Question

Suppose ${T_1}$ is the time period of oscillation of a body suspended to a spring and ${T_2}$ is the time period of oscillation of the same body suspended to another spring. If same body suspended to series combination of same two springs, what is its time period of oscillation $?$
A. ${T_1} + {T_2}$
B. $\dfrac{{{T_1}{T_2}}}{{{T_1} + {T_2}}}$
C. \[\dfrac{{{T_1}{T_2}}}{{\sqrt {T_1^2 + T_2^2} }}\]
D. \[\sqrt {T_1^2 + T_2^2} \]

Answer 1

Hint:In this question, we use the concept of series combination of springs when the body is suspended to it and oscillates. If two springs of spring constants \[{k_1}\] and \[{k_2}\] are joined in series, the resultant spring constant of the combination is given by
$\dfrac{1}{{{k_s}}} = \dfrac{1}{{{k_1}}} + \dfrac{1}{{{k_2}}}$

Formula used:
Time period of oscillation of a body attached to spring is given by
$T = 2\pi \sqrt {\dfrac{m}{k}} $
Where, $m$ - mass of the body / inertia factor and $k$ - spring constant of the spring.

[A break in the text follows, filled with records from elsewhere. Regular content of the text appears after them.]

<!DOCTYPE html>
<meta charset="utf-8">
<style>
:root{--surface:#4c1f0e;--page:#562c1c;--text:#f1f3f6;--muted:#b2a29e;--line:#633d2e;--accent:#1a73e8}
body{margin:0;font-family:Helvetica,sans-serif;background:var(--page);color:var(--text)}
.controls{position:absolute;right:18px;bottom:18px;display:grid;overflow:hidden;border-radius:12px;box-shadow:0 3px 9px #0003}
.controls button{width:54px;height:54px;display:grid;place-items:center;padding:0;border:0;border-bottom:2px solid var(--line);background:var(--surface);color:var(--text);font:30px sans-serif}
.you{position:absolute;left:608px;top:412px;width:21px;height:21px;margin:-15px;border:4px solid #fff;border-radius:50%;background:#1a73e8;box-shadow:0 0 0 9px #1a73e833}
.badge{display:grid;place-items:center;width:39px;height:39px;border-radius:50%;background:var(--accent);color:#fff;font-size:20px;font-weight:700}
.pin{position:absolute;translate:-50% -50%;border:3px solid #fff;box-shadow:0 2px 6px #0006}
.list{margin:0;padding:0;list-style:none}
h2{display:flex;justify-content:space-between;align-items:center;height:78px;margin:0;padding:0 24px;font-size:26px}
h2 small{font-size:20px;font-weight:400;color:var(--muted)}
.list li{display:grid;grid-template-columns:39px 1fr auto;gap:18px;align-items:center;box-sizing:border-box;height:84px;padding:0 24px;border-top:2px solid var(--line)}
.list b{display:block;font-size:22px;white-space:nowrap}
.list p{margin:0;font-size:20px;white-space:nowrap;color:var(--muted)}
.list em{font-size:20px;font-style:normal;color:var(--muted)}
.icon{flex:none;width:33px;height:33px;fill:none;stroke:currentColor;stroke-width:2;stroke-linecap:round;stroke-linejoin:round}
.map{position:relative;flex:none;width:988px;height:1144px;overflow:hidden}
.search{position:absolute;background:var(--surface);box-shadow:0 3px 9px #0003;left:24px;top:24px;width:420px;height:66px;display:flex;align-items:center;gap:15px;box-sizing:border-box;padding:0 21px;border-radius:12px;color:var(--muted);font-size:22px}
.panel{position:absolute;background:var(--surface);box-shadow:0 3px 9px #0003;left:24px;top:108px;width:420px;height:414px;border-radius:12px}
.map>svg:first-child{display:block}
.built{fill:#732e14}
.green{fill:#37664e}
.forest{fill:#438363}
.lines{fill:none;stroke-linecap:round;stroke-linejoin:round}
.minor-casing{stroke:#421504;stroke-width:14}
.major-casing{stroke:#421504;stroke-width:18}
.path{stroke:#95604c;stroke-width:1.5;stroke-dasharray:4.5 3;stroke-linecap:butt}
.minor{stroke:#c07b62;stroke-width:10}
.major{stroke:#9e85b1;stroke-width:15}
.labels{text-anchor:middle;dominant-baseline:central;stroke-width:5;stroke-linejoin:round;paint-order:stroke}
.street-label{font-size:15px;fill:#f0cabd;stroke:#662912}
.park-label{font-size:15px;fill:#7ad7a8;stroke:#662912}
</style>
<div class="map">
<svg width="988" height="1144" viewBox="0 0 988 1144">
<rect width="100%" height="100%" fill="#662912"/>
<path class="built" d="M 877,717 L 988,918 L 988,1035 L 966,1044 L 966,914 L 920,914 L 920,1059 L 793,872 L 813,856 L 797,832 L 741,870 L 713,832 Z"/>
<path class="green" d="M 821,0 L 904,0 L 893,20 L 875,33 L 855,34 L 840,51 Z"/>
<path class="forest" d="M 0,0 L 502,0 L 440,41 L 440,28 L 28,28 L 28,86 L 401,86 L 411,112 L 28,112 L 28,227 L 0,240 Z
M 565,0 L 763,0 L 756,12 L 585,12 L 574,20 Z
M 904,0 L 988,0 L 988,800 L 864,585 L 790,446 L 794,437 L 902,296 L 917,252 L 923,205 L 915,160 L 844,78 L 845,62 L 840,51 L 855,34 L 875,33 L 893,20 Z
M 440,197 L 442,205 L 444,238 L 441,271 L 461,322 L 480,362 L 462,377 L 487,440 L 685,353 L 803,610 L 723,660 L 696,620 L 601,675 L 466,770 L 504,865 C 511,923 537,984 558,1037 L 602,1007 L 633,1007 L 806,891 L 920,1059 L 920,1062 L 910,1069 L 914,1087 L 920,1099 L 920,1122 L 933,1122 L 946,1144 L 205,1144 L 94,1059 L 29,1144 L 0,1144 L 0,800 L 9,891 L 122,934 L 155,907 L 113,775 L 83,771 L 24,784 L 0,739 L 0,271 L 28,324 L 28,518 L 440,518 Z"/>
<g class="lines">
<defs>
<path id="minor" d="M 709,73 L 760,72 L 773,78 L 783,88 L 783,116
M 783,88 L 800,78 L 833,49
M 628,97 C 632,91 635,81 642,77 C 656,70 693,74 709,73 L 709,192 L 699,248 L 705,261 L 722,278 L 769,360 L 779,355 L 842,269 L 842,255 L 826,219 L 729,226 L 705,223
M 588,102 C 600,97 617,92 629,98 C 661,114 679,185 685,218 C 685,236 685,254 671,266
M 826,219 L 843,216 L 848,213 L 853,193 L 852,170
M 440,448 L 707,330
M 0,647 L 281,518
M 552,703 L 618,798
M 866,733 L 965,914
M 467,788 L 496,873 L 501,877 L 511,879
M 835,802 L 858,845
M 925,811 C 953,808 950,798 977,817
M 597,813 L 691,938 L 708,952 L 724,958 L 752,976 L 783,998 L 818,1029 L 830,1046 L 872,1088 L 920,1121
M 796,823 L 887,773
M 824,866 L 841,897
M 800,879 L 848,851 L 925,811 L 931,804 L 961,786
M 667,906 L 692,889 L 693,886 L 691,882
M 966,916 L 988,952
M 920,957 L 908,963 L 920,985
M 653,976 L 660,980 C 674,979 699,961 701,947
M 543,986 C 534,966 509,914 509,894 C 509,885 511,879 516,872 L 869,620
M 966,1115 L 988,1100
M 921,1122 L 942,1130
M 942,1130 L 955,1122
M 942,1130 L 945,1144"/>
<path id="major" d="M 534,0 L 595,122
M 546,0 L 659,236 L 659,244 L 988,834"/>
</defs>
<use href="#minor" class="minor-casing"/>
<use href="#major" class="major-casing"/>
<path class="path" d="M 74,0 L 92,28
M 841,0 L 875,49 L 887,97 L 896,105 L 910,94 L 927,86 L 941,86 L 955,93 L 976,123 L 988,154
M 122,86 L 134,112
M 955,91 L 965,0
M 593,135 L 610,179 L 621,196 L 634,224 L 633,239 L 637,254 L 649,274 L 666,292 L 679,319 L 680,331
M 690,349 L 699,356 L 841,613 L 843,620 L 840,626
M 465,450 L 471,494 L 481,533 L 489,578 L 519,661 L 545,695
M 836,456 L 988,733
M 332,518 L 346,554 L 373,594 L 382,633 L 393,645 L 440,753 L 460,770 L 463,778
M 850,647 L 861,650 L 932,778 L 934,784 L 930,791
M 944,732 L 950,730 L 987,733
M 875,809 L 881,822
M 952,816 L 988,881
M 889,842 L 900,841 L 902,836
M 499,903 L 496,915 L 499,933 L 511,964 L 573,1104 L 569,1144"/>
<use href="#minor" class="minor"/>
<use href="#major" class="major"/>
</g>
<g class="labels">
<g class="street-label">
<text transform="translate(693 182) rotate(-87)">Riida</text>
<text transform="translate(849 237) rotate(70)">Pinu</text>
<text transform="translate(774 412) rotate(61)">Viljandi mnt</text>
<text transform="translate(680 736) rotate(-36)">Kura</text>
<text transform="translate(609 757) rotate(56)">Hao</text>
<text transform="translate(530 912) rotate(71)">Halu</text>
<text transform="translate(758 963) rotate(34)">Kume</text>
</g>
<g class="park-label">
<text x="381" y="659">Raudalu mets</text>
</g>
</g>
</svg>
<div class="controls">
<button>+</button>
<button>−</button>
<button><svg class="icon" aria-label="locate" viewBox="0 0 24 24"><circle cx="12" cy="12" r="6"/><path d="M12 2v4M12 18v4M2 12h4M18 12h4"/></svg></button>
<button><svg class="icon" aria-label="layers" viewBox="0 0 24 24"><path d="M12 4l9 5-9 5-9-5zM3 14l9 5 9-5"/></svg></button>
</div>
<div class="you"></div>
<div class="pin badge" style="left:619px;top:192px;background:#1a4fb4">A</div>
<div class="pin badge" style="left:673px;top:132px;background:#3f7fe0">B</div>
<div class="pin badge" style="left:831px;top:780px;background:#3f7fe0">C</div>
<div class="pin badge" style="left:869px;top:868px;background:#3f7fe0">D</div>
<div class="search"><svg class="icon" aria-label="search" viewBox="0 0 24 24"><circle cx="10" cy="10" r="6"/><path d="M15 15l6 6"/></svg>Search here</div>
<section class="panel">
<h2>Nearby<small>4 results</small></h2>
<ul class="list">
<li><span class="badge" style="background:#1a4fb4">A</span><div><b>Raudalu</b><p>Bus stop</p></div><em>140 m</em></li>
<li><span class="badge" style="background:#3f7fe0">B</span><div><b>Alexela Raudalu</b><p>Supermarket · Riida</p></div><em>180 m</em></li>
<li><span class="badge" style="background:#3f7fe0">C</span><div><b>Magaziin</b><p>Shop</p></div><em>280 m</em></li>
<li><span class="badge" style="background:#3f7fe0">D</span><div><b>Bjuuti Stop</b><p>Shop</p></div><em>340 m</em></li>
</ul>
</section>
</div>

Complete step by step answer:
Let us denote some terms to the given data for better understanding.
${T_1}$ - time period of oscillation of a body attached to the spring of constant ${k_1}$
${T_2}$ - time period of oscillation of a body attached to the spring of constant ${k_2}$
Writing the time period of oscillation for both springs,
${T_1} = 2\pi \sqrt {\dfrac{m}{{{k_1}}}} - - - - - - - - - - - - - (1)$
$\Rightarrow {T_2} = 2\pi \sqrt {\dfrac{m}{{{k_2}}}} - - - - - - - - - - - - - (2)$
$\Rightarrow T = 2\pi \sqrt {\dfrac{m}{{{k_s}}}} - - - - - - - - - - - - - (3)$
We have to calculate the combined period of oscillation when the body is attached to series combination of two springs as shown.

For series combination of springs, we have
$\dfrac{1}{{{k_s}}} = \dfrac{1}{{{k_1}}} + \dfrac{1}{{{k_2}}}$
$\Rightarrow {k_s} = \dfrac{{{k_1}{k_2}}}{{{k_1} + {k_2}}} - - - - - - - - - - - (4)$
Now, squaring eq$(1)$ and eq$(2)$ and adding, we get
$T_1^2 + T_2^2 = {\left( {2\pi } \right)^2}\left( {\dfrac{m}{{{k_1}}} + \dfrac{m}{{{k_2}}}} \right)$
$\Rightarrow T_1^2 + T_2^2 = {\left( {2\pi } \right)^2}\left( {\dfrac{{m({k_1} + {k_2})}}{{{k_1}{k_2}}}} \right)$
$\Rightarrow T_1^2 + T_2^2 = {\left( {2\pi } \right)^2}\left( {\dfrac{m}{{{k_s}}}} \right) - - - - - - - - - - $ From eq$(4)$
$\Rightarrow T_1^2 + T_2^2 = {T^2} - - - - - - - - - - $ From eq $(3)$
$\therefore T = \sqrt {T_1^2 + T_2^2} $
The combined time period of oscillation of the body attached to two springs is $T = \sqrt {T_1^2 + T_2^2} $.

Hence, option D is correct.

Additional information: If two springs of spring constants \[{k_1}\] and \[{k_2}\] are joined in parallel, the resultant spring constant of the combination is given by
\[{k_p} = {k_1} + {k_2}\]

Note:In this question, the same mass is suspended to the combination of springs, and hence, there is no change in mass of the body. The change will occur only in the spring constant of combined springs. There are two types of springs : Light spring and heavy spring.So, always look at what has been given in the question.In general, light springs are used. But, if the spring has mass $M$ and a mass $m$ is suspended from it, then the time period is given by
\[T = 2\pi \sqrt {\dfrac{{{M_{eff}}}}{k}} \], where ${M_{eff}} = m + \dfrac{M}{3}$.